Apparently, when BRK bought See's, USD 5 Mn had been invested in See's (Ch 34, Pg 345 of the Snowball) (give or take). In the 34 years hence, an incremental amount of USD 40 Mn was supposedly required to sustain and grow operations.

Yes, Profit grew by 10% odd for 34 years, but in the interim, an approx. USD 500 Mn - USD 550 Mn had been ploughed out of See's Candies and funneled into other acquisitions.
That, ladies and gentlemen, is how it's done! Bring it home now!!
And that is how BRK has grown and how the Tata Conglomerate has grown, in addition to many others.

In value investing, a lot of 'investors' forget the utility of free cash earnings - earnings which can be removed from the business and paid off to stakeholders or grow the business or diversify into other businesses.
And this is where corporations like the Mahindra Group may do well. Of course, in the process of buying new corporations or starting something, relatively, from scratch, there might be hiccups and blunders.
Take the case of Kodak - it used to make money and the company itself field for Bankruptcy protection, but understand that the company didn't really go kaput... why? Because in the year 1994 odd, it spun off Eastman Chemical, which is now a USD 7.3 Bn market cap company.

Take the case of Apple - I strongly believe that the company has no idea how to use its USD 100 Bn of cash for further expansion; may be it does, but may be it may piss it away, which is why certain investors ask for a cash disbursal, because then those investors can use that capital in other ventures/ deployments.

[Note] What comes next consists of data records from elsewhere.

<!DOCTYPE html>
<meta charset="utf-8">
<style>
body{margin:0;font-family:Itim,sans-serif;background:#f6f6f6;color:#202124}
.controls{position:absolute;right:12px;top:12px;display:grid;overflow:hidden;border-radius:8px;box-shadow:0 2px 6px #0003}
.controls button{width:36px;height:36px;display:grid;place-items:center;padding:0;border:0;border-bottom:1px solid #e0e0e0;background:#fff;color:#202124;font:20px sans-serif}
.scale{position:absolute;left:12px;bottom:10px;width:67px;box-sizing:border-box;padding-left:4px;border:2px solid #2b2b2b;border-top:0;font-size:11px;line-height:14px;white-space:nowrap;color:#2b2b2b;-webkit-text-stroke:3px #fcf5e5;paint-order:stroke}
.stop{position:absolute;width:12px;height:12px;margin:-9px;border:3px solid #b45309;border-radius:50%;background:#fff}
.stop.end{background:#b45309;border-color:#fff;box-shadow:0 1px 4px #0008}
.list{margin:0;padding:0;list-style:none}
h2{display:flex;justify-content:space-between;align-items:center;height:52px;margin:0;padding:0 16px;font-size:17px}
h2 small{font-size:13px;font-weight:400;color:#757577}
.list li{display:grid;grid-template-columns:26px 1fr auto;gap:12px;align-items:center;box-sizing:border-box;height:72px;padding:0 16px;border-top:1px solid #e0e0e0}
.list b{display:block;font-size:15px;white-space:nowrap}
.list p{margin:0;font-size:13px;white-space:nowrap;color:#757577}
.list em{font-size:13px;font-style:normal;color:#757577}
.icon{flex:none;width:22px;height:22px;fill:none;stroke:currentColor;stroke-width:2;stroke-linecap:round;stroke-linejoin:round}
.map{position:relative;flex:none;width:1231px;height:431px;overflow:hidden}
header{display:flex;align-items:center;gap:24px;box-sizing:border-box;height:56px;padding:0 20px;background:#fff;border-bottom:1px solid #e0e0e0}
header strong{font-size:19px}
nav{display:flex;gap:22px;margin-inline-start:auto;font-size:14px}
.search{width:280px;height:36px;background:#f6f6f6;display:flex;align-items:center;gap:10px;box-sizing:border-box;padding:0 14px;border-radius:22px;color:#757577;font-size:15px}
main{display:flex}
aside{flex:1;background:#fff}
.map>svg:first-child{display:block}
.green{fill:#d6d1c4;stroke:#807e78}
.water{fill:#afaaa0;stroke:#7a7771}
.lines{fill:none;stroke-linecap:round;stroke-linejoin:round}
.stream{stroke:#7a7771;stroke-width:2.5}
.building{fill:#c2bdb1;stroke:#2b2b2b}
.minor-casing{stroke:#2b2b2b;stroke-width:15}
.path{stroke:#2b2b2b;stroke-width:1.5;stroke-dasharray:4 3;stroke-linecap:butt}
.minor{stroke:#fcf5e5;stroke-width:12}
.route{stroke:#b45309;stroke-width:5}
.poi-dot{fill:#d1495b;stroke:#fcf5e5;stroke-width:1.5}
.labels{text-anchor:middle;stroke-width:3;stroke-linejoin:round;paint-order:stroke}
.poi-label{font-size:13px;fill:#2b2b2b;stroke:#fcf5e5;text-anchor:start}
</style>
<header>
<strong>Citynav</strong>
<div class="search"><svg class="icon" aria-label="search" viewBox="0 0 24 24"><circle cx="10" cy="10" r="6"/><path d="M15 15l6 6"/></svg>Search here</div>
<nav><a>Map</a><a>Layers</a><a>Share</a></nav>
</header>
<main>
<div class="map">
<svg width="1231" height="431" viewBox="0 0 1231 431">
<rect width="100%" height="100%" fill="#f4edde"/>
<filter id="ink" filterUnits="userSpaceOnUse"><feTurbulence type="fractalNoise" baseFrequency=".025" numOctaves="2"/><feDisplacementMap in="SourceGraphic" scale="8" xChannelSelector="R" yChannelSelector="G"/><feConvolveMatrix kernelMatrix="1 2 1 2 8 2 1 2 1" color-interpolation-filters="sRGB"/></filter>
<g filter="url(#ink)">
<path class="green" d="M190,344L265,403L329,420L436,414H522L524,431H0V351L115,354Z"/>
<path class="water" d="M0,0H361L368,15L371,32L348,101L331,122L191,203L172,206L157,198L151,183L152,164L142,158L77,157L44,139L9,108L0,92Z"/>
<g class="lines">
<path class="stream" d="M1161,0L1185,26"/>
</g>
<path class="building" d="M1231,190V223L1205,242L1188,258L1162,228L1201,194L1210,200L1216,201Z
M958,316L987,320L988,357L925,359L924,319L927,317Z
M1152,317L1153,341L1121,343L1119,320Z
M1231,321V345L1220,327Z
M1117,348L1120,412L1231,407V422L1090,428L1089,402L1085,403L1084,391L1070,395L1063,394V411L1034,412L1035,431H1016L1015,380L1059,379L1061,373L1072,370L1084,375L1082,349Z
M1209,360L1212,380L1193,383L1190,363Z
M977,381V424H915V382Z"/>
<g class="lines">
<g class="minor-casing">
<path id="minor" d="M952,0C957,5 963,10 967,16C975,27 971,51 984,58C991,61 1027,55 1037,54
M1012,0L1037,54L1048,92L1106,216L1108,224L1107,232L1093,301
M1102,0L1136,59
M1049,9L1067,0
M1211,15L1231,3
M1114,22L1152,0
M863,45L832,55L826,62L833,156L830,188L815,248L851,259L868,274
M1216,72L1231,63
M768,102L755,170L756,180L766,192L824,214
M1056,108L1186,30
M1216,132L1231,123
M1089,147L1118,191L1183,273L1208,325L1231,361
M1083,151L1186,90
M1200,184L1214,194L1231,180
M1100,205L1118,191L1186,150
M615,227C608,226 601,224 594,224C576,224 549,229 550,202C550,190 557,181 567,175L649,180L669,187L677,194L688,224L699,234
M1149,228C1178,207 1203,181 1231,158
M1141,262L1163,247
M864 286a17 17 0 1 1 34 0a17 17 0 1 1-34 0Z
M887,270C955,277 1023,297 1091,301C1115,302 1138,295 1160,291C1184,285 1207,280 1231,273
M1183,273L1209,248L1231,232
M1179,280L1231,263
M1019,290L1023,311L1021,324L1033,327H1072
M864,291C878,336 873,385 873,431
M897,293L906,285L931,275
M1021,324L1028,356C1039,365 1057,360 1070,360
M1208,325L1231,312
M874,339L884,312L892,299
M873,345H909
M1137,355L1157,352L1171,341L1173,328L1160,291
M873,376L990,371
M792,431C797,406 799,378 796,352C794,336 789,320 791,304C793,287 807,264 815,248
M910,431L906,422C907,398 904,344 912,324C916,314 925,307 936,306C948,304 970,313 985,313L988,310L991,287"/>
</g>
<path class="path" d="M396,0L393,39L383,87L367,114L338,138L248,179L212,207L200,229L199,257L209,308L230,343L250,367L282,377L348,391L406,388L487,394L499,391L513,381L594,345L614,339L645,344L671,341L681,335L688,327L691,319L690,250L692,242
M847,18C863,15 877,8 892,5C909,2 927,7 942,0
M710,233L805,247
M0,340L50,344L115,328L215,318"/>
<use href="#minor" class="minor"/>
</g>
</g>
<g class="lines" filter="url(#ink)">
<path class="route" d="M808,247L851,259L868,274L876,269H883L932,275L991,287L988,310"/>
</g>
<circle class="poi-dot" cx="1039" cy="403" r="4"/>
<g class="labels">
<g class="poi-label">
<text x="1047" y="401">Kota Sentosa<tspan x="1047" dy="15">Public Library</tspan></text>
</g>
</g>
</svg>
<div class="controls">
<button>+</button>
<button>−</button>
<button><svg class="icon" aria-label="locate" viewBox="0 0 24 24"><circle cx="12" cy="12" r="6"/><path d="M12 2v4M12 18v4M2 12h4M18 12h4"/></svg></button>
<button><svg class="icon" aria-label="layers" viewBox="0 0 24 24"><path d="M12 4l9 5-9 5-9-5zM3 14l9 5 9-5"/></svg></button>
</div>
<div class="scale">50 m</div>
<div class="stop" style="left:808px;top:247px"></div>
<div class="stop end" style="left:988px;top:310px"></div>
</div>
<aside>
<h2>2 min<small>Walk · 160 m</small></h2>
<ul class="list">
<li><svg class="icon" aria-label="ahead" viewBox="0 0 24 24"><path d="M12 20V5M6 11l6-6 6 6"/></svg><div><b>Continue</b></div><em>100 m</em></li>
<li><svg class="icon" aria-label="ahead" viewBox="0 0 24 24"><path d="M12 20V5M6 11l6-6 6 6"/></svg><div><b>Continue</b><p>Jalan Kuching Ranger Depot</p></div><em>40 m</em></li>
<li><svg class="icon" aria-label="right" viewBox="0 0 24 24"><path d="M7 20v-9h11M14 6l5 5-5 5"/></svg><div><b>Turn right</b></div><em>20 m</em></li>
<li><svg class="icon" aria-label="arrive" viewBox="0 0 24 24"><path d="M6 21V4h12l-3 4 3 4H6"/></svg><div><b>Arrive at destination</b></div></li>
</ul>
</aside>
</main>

When we think of GE - GE is a real conglomerate with various businesses, all of which could grow because of cash earnings from other businesses. This should have eventually rewarded the shareholders, but GE Capital made a big boo boo - hence, the shareholders were distraught :P
Which may be a good case for why dividends are important - that, is a real way to diversify holdings...

Going back to Berkshire, WB has not created a single real company in his life; but he saw himself as an excellent allocator of capital. To make a case for this, I can imagine See's old owners squandering the money away, but on the whole, WB was able to efficiently use the cash earnings of See's to fund other purchases and hence, grow his conglomerate.
On a side note, WB has always hated conglomerates because they are near impossible to understand - one would never know how future capital allocations would take place and there are just too many businesses to understand! However, BRK is a goliath of a conglomerate!

Is it important to understand the difference between profits and free cash flows?
What is the corporation going to do with the free cash flows?
Does the corporation have a good track record of doing outstanding stuff with free cash flows?